Facts that the ETS Knew or Could Have Found Out About Whether Some of the Students Cheated:
There were seven free response questions on the AP Calculus test. Students could get a passing score of 3 with correct answers to only three of the seven questions or with partially correct answers to six of the seven questions.

1.  Free Response Question #6 is set out below:

A tank with a rectangular base and rectangular sides is to be open at the top. It is to be constructed so that its width is 4 meters and its volume is 36 meters. If building the tank costs $10 per square meter for the base and $5 per square meter for the sides, what is the cost of the least expensive tank? Mathews page 144.

Twelve of the eighteen Garfield students who took the calculus AP test in 1982 gave incorrect answers to Free Response Question #6. These twelve students began with an identical but incorrect formula for the cost of the rectangular tank. Each of them also made an identical mathematical error while simplifying a fraction. Students are taught how to simplify fractions in the 6th or 7th grade and perform the operation repeatedly thereafter. Specifically in the term 10hw they had to substitute 9/w for h and then simplify the term. The answer is 90.

If 9/w = h, then
10hw = 10 X 9 X w = 10 X 9 X w = 90
ww
The two w's cancel each other out and the expression simplifies to 90.

From the examinations that he saw, Mr. Mathews confirmed the ETS' claim that students who started with the incorrect formula also made the same mistake simplifying the fraction.
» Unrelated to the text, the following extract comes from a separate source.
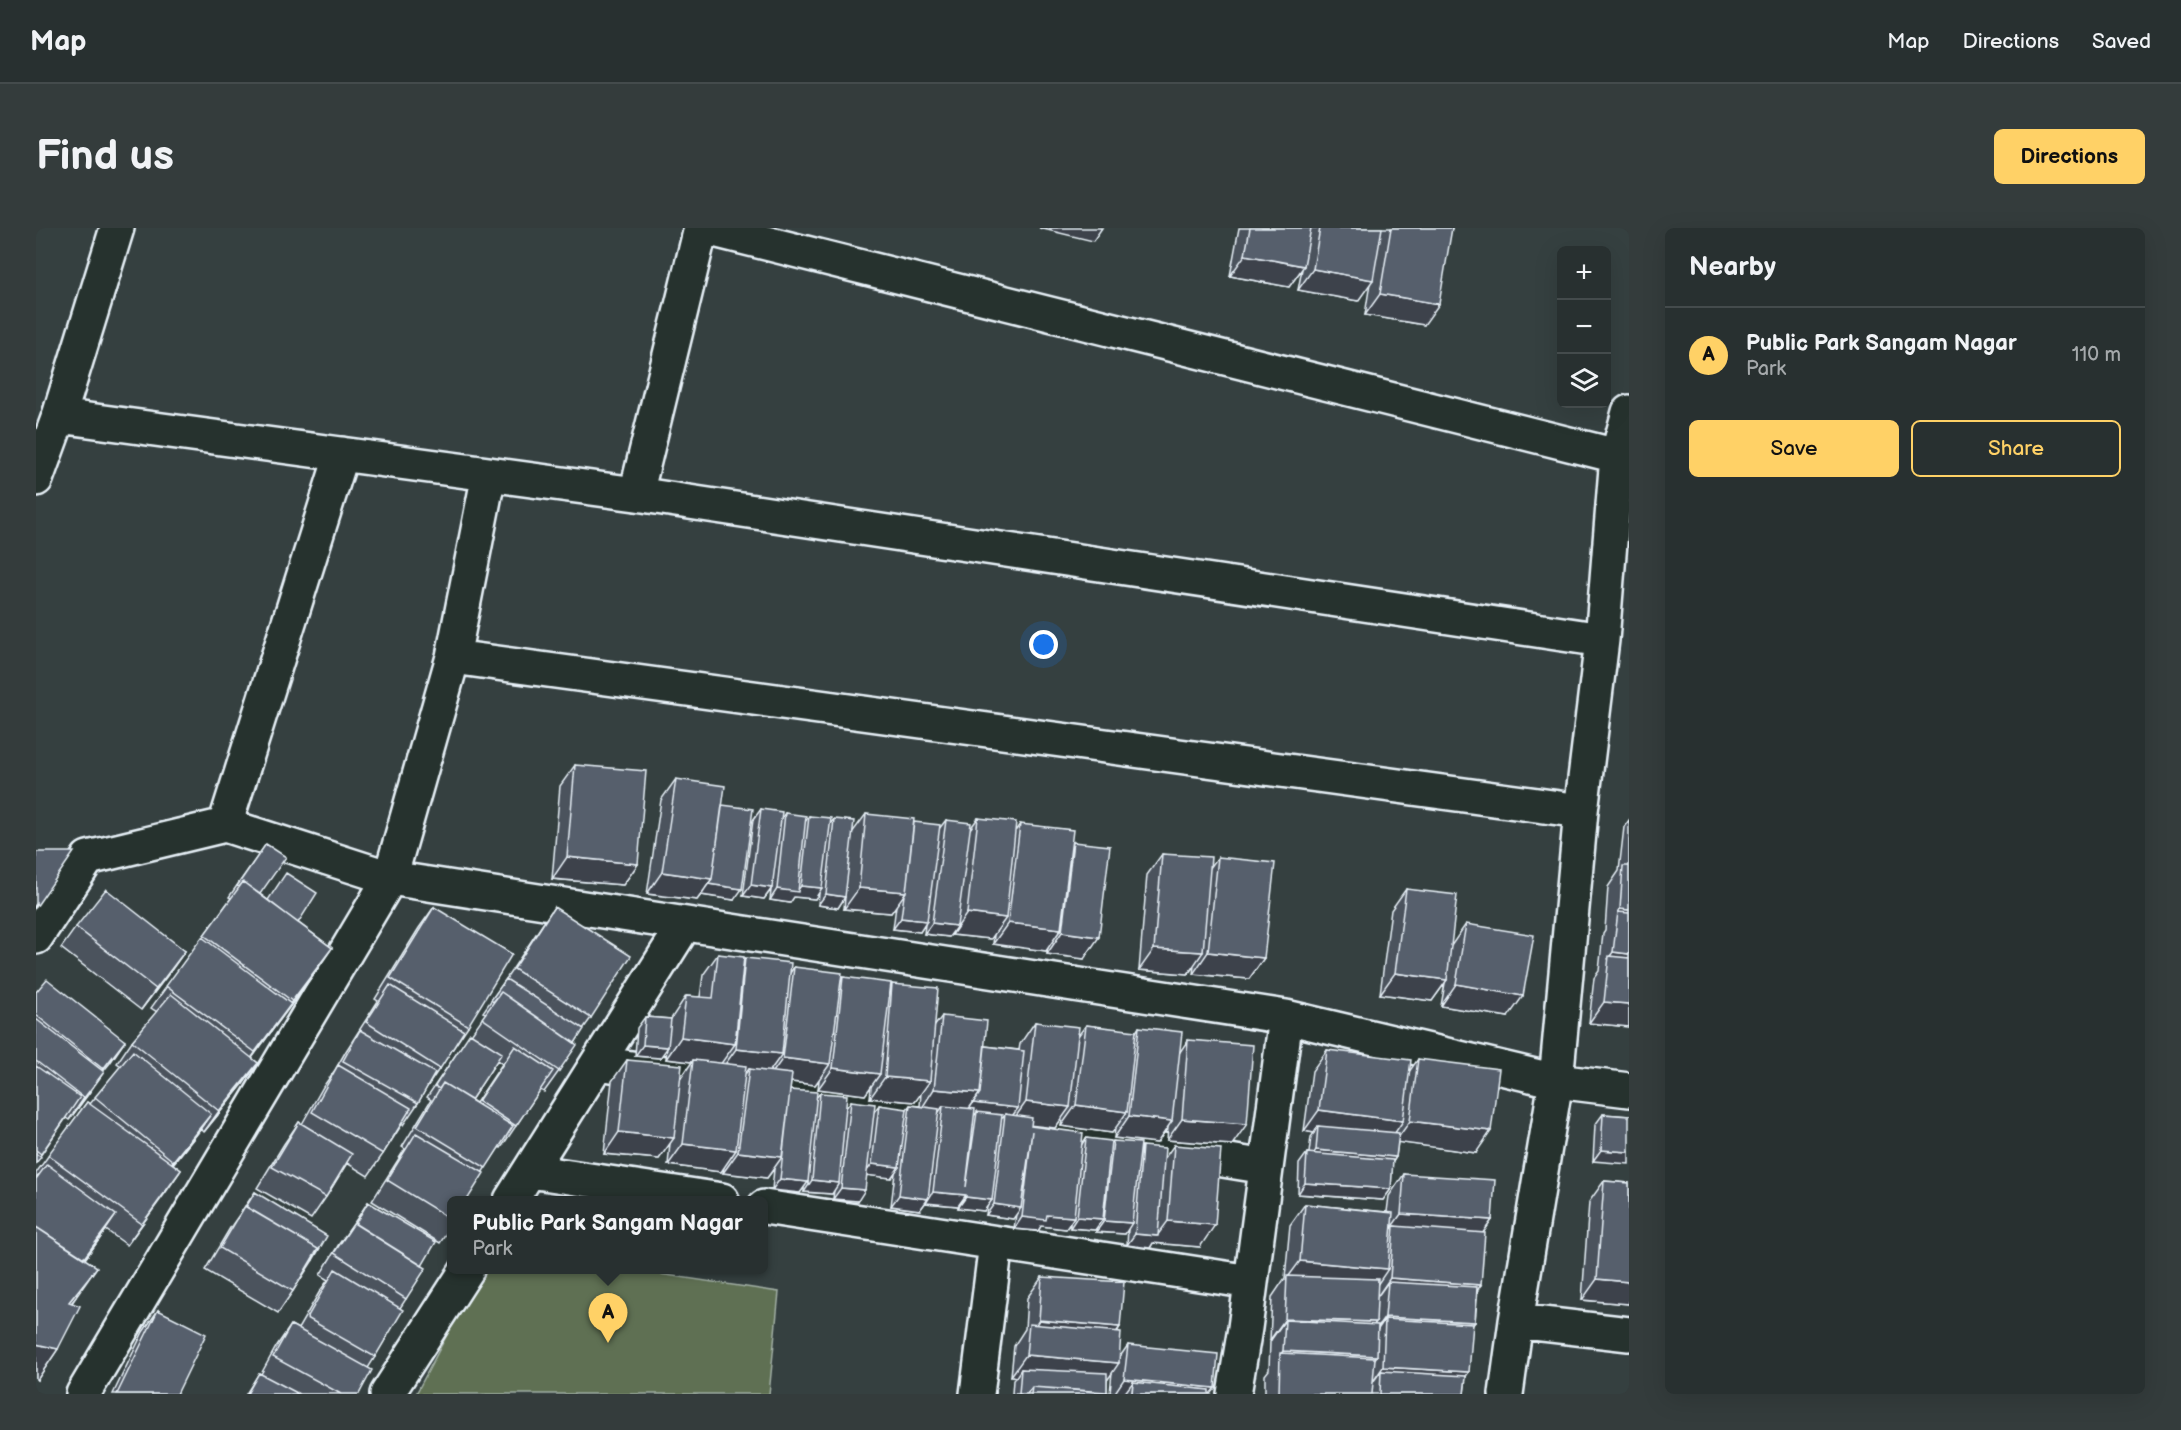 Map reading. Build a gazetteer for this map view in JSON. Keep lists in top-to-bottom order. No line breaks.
{"page":{"header":"Map","nav":["Map","Directions","Saved"],"buttons":["Directions",["Save","Share"]],"title":"Find us","heading":"Nearby","map_buttons":["+","−"],"list":[{"mark":"A","name":"Public Park Sangam Nagar","note":"Park","value":"110 m"}],"popup":["Public Park Sangam Nagar","Park"],"pins":"A"}}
Mathews pg. 175

2.  The ETS employed a system of finding unusual patterns of similar answers in the multiple-choice portion of the AP Calculus test. This was called the "k" index. The index was controversial but the ETS relied on it in 1982. When ETS investigators examined the agreement on answers to the multiple choice section between all possible pairs of Mr. Escalante's 18 students, fourteen, including all twelve with similarities on the answer to Free Response Question 6, had answers on the multiple choice section that, under normal circumstances, would agree with each other in only one out of every 100,000 cases. Some Garfield High pairs had levels of agreement expected in only one in 10 million cases. Mathews pg. 157.

3.  Mr. Escalante drilled and re-drilled his students in a system to approach questions in calculus.
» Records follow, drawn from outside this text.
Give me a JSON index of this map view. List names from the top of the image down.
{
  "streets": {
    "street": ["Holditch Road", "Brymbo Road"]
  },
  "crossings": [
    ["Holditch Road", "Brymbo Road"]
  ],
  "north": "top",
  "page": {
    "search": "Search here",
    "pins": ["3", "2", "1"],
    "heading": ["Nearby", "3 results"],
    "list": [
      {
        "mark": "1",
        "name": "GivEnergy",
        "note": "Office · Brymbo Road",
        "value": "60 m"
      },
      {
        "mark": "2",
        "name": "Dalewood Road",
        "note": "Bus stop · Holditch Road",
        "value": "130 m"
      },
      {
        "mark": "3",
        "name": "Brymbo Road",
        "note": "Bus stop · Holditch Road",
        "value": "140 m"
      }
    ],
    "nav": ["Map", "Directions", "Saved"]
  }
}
4.  The students at Garfield High who took the test scored well above the national average for students taking the test. They averaged four mistakes each, while the national average was 18.
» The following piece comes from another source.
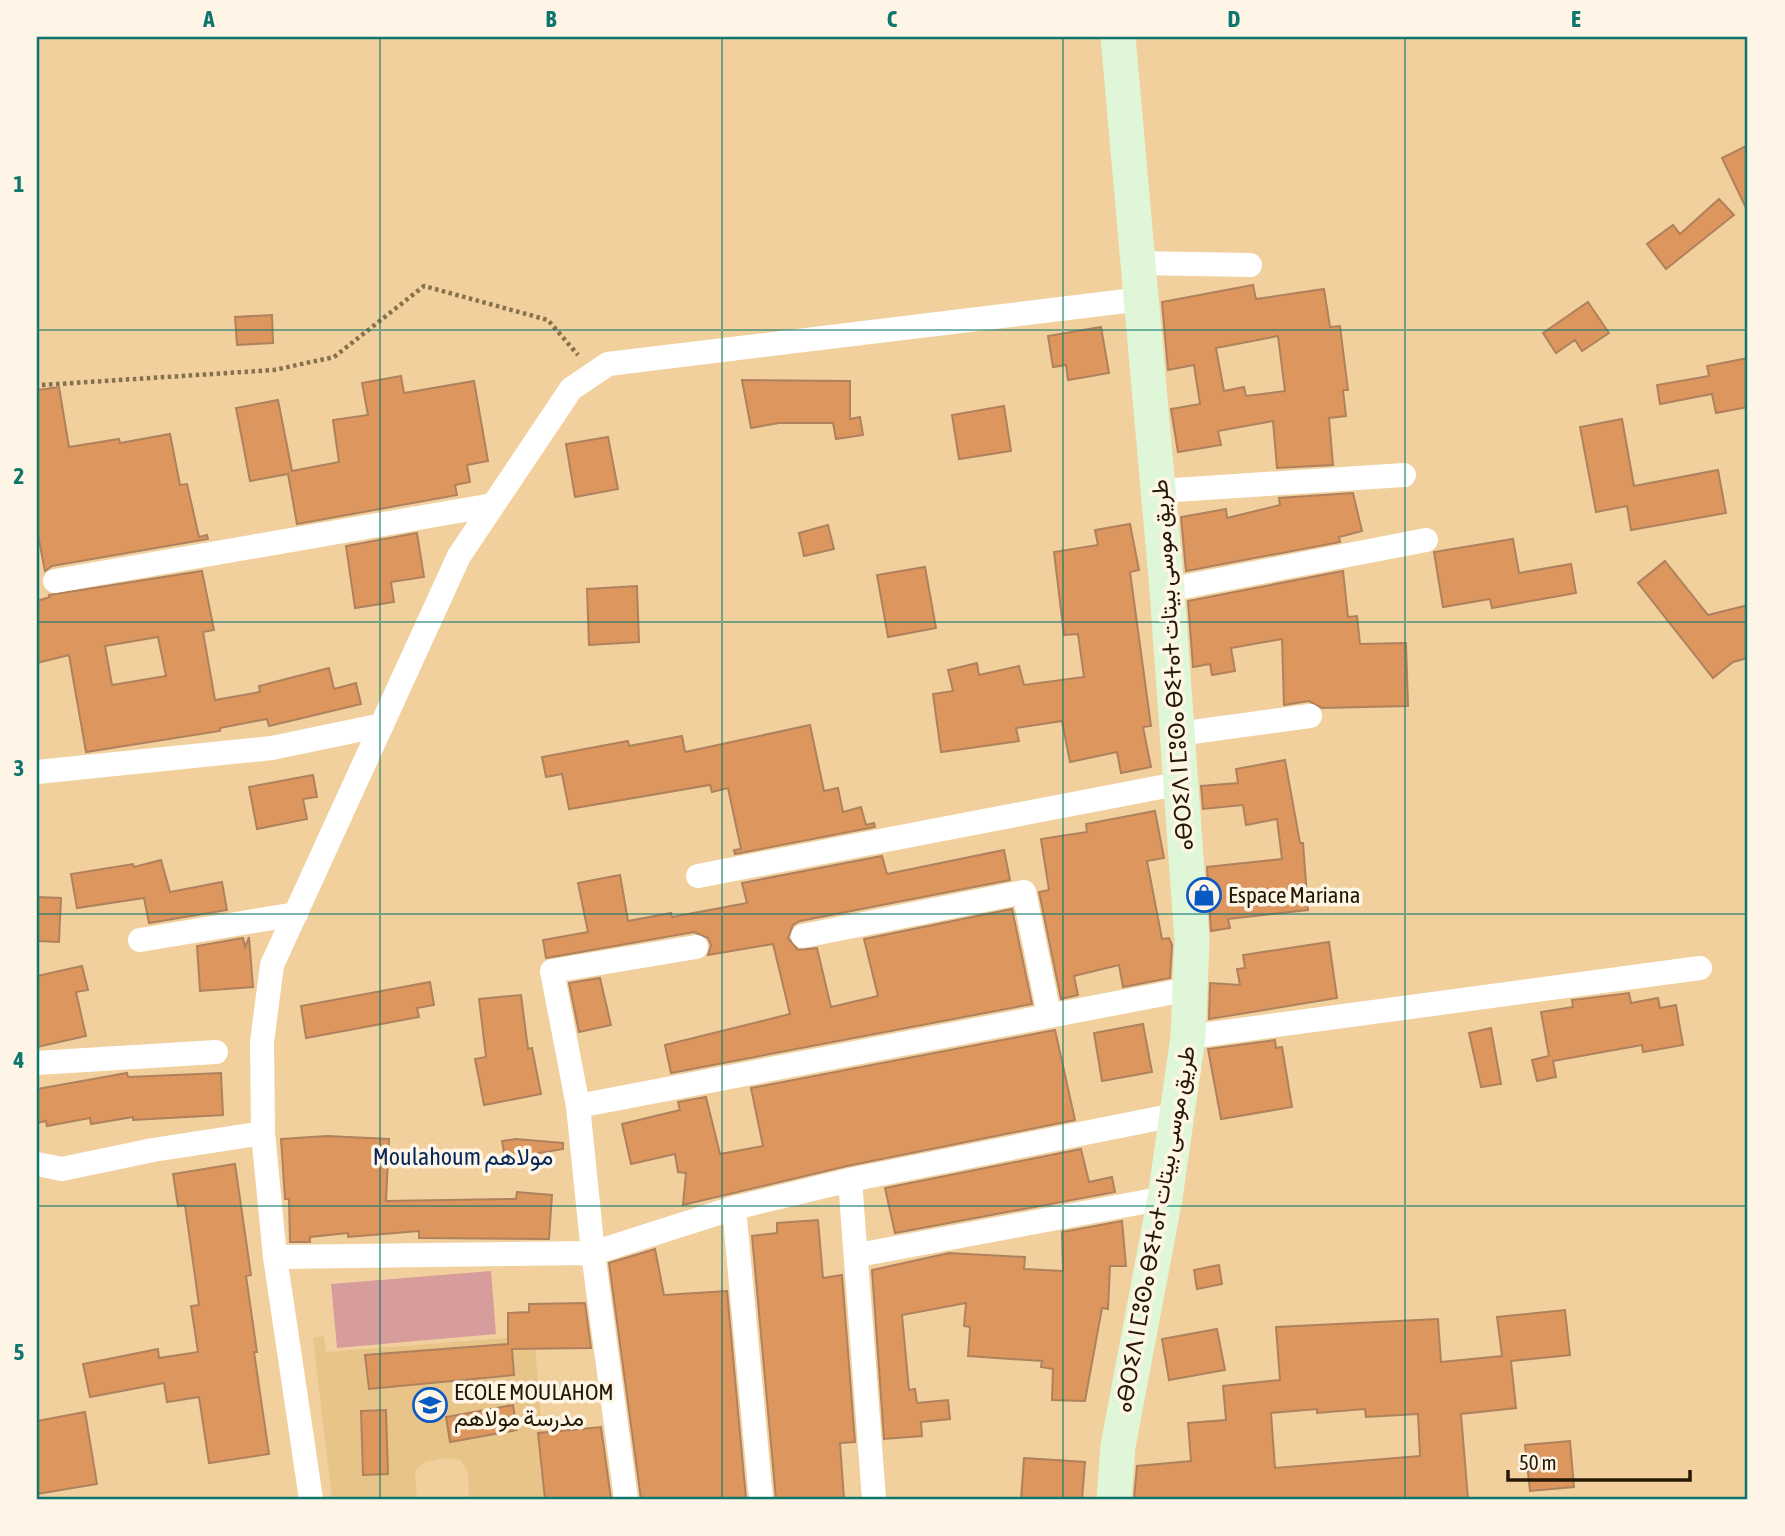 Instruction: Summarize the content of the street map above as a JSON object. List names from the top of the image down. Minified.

5.  As Mr. Escalante stated in the movie, it could have been that the teacher made the error and taught the students the incorrect formula. The class had been taught by a substitute teacher during Mr. Escalante's illness. This problem was covered at that time. However, six of Mr. Escalante's students got the correct answer or didn't use this particular incorrect equation.

6.  The proctor who supervised the examination saw no suspicious behavior and no evidence of cheating. She reports that she was out of the room only for a very short period of time during the test.

7.  The 18 students were together in a room and if they were copying on a massive scale one of the six students who didn't participate in the copying would have been likely to report them.

Bibliography: Escalante: The Best Teacher in America by Jay Mathews, 1988, Henry Holt and Company, New York.